◆ EXERCISE:
Can you transcribe every entry word for word, skipping the images?

Records excerpted from a collection
....
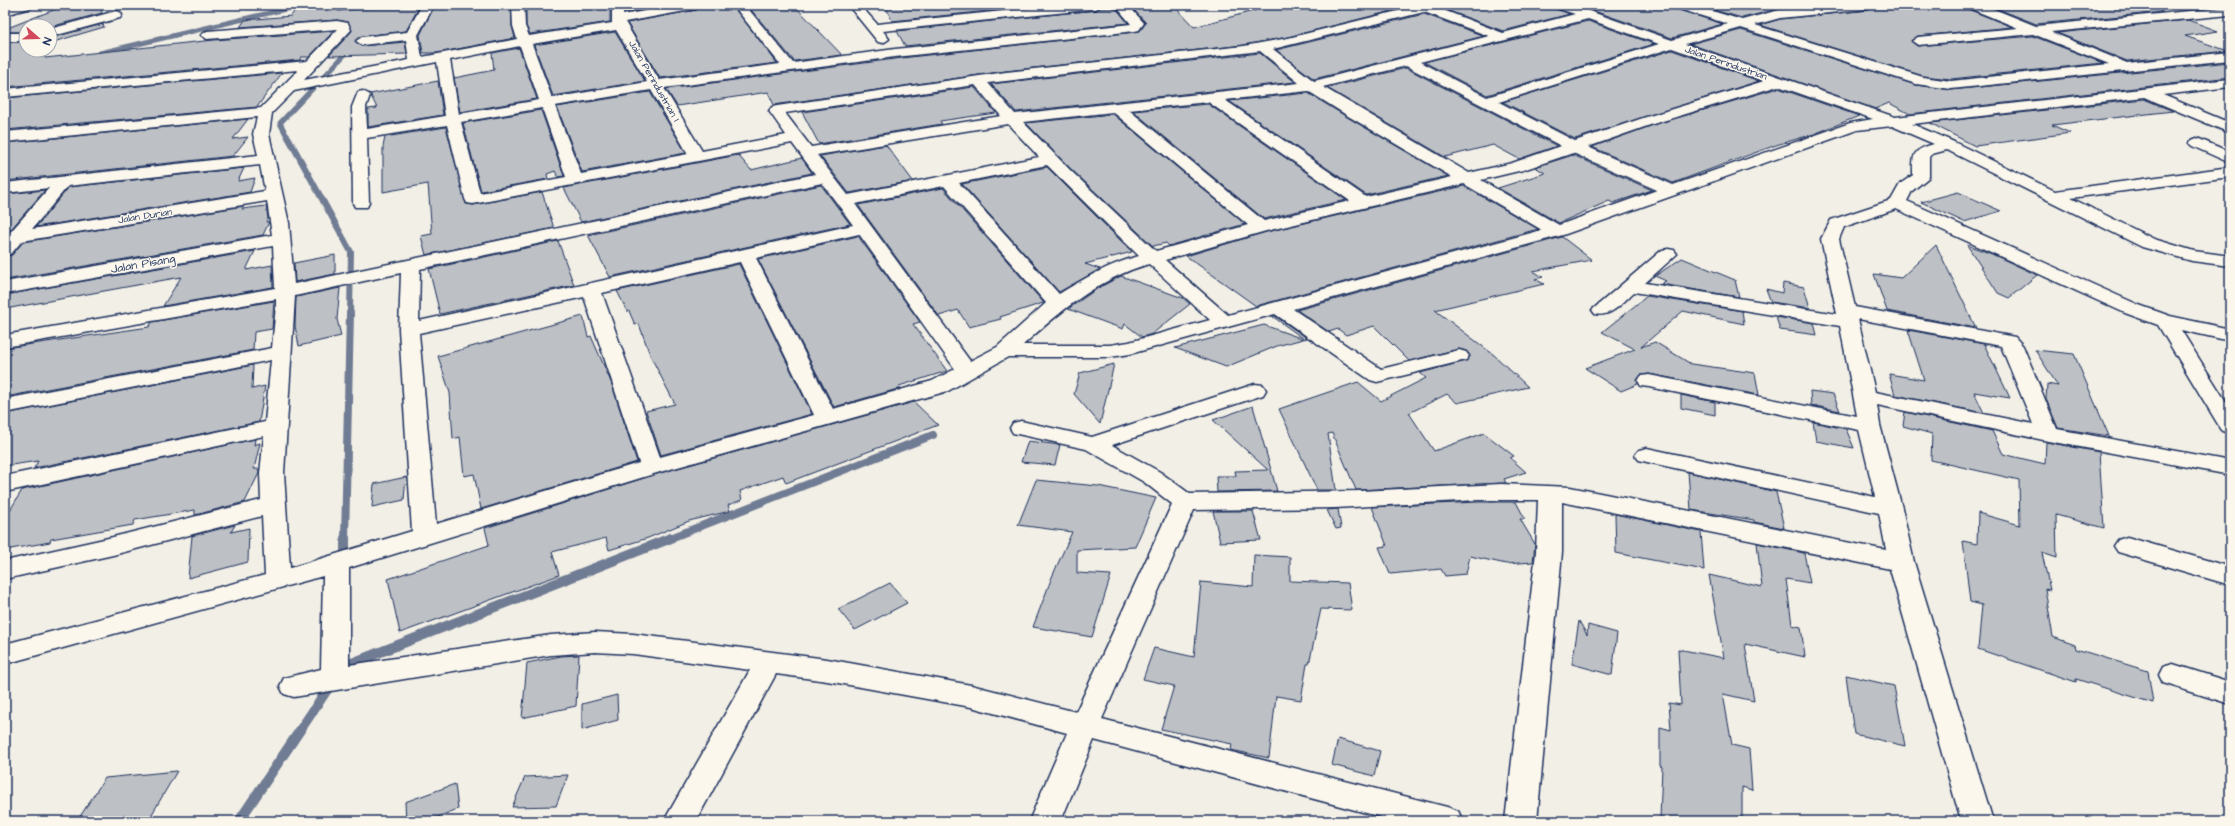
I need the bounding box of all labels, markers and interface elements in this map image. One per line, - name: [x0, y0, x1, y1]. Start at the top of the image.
- north arrow: [18, 18, 58, 58]
- text: N: [39, 35, 55, 47]
- street label: Jalan Perindustrian 1: [625, 38, 683, 125]
- street label: Jalan Perindustrian: [1683, 42, 1769, 84]
- street label: Jalan Durian: [117, 205, 173, 227]
- street label: Jalan Pisang: [109, 250, 177, 279]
....
◆ SOLVED EXERCISE:
I need the bounding box of all labels, markers and interface elements in this map image. One per line, - name: [x0, y0, x1, y1]. Start at the top of the image.
- north arrow: [18, 18, 58, 58]
- text: N: [39, 35, 55, 47]
- street label: Jalan Perindustrian 1: [625, 38, 683, 125]
- street label: Jalan Perindustrian: [1683, 42, 1769, 84]
- street label: Jalan Durian: [117, 205, 173, 227]
- street label: Jalan Pisang: [109, 250, 177, 279]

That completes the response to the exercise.